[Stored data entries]

Segment Open

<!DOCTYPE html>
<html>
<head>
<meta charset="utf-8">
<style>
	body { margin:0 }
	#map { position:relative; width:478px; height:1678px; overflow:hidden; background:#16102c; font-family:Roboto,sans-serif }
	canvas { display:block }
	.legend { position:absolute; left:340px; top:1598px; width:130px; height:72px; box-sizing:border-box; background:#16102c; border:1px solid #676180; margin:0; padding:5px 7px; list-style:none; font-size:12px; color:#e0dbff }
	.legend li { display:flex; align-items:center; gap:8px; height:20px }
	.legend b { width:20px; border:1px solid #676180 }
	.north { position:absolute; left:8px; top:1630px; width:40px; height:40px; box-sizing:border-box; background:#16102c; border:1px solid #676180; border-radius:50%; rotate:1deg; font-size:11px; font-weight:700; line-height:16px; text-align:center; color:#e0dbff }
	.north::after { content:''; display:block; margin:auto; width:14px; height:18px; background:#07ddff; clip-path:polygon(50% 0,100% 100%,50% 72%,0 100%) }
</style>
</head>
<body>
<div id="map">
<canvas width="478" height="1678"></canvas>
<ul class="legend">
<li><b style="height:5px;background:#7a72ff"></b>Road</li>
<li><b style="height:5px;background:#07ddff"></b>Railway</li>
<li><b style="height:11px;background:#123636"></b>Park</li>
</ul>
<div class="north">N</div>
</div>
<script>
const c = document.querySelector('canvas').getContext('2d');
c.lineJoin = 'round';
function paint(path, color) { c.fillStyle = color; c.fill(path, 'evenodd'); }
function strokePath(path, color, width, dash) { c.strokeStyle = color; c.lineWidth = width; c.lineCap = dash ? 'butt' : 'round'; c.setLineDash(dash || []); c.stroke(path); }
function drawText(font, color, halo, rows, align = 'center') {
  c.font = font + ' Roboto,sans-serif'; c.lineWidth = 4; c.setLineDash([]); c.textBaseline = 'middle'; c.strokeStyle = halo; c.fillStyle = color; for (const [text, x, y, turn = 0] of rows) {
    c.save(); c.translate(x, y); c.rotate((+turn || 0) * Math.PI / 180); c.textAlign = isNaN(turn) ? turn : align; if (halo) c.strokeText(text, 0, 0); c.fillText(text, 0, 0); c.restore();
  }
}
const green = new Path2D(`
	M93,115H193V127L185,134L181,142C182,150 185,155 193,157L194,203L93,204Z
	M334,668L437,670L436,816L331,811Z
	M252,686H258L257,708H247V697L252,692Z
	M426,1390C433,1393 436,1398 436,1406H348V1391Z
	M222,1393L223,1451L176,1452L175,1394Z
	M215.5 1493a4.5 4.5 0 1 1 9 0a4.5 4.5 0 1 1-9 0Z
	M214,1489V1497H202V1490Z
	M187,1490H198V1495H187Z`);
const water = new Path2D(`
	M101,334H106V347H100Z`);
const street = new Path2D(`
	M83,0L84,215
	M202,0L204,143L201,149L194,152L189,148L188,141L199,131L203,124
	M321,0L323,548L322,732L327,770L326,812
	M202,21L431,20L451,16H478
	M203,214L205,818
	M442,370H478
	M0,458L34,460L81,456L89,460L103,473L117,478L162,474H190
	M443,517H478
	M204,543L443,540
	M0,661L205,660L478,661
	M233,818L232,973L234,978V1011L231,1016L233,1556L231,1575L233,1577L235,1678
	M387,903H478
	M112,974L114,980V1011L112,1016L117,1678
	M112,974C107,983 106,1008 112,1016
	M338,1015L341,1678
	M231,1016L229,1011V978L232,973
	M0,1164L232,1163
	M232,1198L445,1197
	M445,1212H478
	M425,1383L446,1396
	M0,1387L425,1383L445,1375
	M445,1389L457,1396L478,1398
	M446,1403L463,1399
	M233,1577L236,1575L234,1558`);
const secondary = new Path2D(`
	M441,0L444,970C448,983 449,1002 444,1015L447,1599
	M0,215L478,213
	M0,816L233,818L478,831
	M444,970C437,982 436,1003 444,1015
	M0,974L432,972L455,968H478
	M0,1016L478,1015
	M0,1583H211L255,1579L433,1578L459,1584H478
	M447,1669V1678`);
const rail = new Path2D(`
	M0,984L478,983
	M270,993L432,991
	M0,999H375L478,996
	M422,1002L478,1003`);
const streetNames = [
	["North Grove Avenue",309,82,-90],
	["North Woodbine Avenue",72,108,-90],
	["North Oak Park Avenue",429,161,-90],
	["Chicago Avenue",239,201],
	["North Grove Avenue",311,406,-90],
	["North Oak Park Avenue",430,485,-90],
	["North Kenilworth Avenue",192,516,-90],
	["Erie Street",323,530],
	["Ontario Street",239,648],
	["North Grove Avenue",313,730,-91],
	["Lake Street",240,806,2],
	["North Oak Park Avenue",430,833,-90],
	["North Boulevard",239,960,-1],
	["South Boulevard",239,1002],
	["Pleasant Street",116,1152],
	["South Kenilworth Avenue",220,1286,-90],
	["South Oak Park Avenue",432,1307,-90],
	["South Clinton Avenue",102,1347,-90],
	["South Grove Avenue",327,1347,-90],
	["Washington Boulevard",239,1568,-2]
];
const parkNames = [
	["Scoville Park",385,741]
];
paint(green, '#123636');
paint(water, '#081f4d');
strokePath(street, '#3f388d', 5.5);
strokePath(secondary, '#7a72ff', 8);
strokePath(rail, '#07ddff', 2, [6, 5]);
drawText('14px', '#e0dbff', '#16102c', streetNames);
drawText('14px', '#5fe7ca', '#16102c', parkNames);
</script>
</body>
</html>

Segment Closed

### Work task
From the data above, count the lines where "halo" occurs and give that figure and nothing else.

### Reply to the exercise
3